This is a work of fiction. The character, incidents, and locations portayed and the names herein are fictitious, and any similarity to or identification with the location, name, character or history of any person, product or entity is entirely coincidental and unintentional
. The titles, etc.
This is a work of fiction. The character, incidents, and locations portayed and the names herein are fictitious, and any similarity to or identification with the location, name, character or history of any person, product or entity is entirely coincidental and unintentional. The narrative of The Merchants of Fashion, 1968–69, is a series of fictionally constructed scenes depicting the exploits of five unnamed males who are portrayed in the photographs of a series of drugstores and salons, among other familiar places. They are depicted as they would be seen in real life, a wildly commercialized world of sterile commercial real-estate stores, beauty parlor, and jewelry stores. In these scenes, the backgrounds are a dark and gloomy, low-ceilinged store window with the depth and luster of a stage set. This is our world, of real things, but imagined without man.I am referring to the world of ideas and values that the author, the artist, and the collector Pasha Cherubin portray as their own, an imaginary world of incommensurable set of overlapping relations, mutually refracting, mirroring and refracting, of vanishing points of visibility. The real world and the imaginary world are inextricable. In The Merchants of Fashion, in which men operate within the visible boundaries of the world, clothing and appearance are fused into one another. In The Merchants of Fashion 1, 2, 3 and 4, the photography is in dialogue with the real world, which is itself the representation of an imaginary world, which the author and the photographer wish to penetrate. The relationship between the two media becomes the subjects of a dialogue between two contrasting social structures. This discourse, mediated through the dramatic relationship between the real world and the imaginary one, takes place within an incommensurable distance, a space of heterogeneous identities and unthinkable relations of social relations.The fictive world of the photograph, as represented in the photographs of these commercialized real-world spaces, is an ideal, an unrealizable, self-limiting space, where one may become involved, as in the fictive world of the, a world of objects. This is the world of the purchase.

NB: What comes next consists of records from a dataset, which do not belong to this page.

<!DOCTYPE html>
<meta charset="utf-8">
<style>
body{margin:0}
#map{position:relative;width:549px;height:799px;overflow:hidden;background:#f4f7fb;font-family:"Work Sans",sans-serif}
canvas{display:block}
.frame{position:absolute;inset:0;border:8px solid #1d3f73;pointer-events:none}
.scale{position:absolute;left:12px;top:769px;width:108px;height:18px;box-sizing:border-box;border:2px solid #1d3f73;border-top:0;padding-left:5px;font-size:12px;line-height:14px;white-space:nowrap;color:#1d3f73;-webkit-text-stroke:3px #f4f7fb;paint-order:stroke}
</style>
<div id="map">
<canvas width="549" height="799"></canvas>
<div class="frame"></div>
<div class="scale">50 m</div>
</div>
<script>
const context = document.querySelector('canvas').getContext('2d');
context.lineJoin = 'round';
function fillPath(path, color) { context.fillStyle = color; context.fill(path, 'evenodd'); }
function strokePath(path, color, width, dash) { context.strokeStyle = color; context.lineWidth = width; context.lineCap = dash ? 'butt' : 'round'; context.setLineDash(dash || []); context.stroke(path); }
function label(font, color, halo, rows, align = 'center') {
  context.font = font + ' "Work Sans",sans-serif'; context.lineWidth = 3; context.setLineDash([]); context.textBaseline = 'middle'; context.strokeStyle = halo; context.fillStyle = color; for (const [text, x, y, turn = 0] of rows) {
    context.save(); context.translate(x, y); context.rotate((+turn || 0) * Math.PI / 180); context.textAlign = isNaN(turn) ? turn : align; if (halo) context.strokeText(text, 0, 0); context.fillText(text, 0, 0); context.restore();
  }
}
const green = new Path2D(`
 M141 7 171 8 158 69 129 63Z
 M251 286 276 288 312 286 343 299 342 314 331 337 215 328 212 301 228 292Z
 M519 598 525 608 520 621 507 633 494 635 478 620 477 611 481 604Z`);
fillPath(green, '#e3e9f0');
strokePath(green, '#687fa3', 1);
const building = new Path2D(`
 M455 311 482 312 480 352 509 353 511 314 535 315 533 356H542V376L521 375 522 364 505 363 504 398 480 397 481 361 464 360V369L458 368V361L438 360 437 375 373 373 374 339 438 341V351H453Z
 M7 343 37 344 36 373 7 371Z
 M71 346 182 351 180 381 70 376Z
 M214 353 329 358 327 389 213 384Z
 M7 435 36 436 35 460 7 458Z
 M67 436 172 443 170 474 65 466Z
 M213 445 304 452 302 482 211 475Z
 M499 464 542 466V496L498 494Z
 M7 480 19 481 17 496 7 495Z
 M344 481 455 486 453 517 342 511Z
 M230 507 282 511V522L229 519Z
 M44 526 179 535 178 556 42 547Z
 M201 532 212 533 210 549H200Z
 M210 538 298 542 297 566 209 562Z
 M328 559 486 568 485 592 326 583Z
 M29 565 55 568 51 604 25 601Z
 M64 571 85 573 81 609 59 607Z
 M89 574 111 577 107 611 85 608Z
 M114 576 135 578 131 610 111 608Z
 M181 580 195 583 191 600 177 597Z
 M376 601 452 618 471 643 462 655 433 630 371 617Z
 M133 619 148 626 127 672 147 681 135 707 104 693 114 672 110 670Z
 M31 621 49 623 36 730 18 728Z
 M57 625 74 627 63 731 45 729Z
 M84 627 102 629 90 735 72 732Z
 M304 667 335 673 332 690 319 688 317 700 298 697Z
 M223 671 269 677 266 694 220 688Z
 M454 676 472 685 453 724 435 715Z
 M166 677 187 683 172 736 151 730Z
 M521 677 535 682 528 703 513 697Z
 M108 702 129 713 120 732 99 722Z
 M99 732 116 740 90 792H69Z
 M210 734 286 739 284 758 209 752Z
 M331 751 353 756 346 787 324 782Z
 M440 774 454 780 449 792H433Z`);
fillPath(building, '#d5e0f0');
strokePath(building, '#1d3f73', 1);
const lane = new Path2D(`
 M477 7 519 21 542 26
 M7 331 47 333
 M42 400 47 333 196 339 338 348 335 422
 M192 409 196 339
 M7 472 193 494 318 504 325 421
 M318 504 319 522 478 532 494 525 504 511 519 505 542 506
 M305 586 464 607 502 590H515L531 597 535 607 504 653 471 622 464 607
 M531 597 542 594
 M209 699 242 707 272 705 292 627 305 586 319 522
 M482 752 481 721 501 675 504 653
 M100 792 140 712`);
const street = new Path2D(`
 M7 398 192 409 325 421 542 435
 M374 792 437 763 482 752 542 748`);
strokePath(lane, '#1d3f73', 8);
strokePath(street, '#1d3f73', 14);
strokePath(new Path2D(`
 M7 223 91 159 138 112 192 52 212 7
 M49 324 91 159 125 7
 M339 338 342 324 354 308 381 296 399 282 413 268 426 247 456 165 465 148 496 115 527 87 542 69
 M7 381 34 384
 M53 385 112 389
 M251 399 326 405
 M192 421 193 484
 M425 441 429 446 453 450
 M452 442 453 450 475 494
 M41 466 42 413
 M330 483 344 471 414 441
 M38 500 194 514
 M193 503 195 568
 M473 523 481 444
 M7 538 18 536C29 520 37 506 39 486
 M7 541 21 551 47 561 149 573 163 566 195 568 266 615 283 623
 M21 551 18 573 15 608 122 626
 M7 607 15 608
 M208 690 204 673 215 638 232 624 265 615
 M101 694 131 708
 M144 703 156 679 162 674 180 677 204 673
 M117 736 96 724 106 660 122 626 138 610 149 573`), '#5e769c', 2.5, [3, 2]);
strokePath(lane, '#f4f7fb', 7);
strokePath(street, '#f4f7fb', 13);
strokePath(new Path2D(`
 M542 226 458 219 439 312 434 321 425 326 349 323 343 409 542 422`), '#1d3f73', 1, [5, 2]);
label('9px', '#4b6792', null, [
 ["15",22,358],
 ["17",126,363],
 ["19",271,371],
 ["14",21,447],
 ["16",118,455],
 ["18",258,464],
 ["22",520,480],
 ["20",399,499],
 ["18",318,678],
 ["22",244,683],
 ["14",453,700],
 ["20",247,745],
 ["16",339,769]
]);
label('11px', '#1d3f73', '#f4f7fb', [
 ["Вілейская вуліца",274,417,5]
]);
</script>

This is a work of fiction. The character, incidents, and locations portayed and the names herein are fictitious, and any similarity to or identification with the location, name, character or history of any person, product or entity is entirely coincidental and unintentional. This is another case of a true story told, another case of naming an event.In one case, a tall, thin mannequin is an ordinary person, but is being dressed up as an action figure by a masked woman wearing a white dress and her right hand is a mask of death. It is still possible to recognize the figure. The woman is dead, a victim of an unknown act. She is dead, though, and still. The characters pose, do what they do, and the behavior of these two, the womans and mans, and their surroundings may have been the same, but different, yet different, their locations and state of dress and costume are clearly distinct. But who knows? The profile of the mask that is on the figure may be of a head, mask or costume. A figure, lying on a stretcher, may be herself. Her silhouette, without a face, is almost completely obscured, leaving only her bare feet and hands, which imply a movement unseen.The presence of such apparitions is also indicated by a loud, noisome, fierce, starkly ironic music, and by the occasional echoing bell, which reverberates through the space, at times ringing out loud and clear in one piece, and at quieter and more delicate, mournful tones.But arent they the most natural of such situations? Well, in the presence of so many choices in dress and costume, of events and surroundings, it is the exact opposite of that, and yet, as we can see from the names of some of the figures in the story, these events and their occurrences are connected to nature, to events and landscapes. The music is catchy and cheerful, the voices very high and dry; and the masks, which are covered with an uncanny white fur, are a bit scary, and this is what the book covers convey. But the names are almost always caricaturalized, and this is what disturbs.
. In this case, the work is an arrangement of monotypes, in which the hand-dyed pictures reflect the sentiments of the artist and the public at large. The truth is that he is a mystery to some; there is only the clear and present name of the artist and the fact that he is what he is.In the past, Saenz has been among the loudest and most dramatic of those artists who have used large scale, abundant imagery, a glassy style, a well-executed technique and a cinematic vision to create work that reaches a great many spectators and subjects. His recent show (organized by the Museum of Contemporary Art) confirms that he remains as dramatic, and as perplexing as ever, but in a new light.
. There is no claim that any person, event or location is real. The installation is truly a work of fiction.Cindy Sherman is a prominent figure in the photography world. Her photographs are well known and have appeared in major art collections such as the San Francisco Museum of Art, but they are also being published by a well-known general art dealer. The publication of her images, usually in book form, by a prominent general dealer will certainly deal a blow to the work of a number of Bay Area photographers, who have been inspired by Shermans photographs. For example, J. M. W. Turner, one of Shermans co-exhibitors, has described her work as a mirror image of the gallery. Of course, they both see the world as images—both individually and as images. And both have established themselves as responsible executors of the image world—both the artist and the dealer.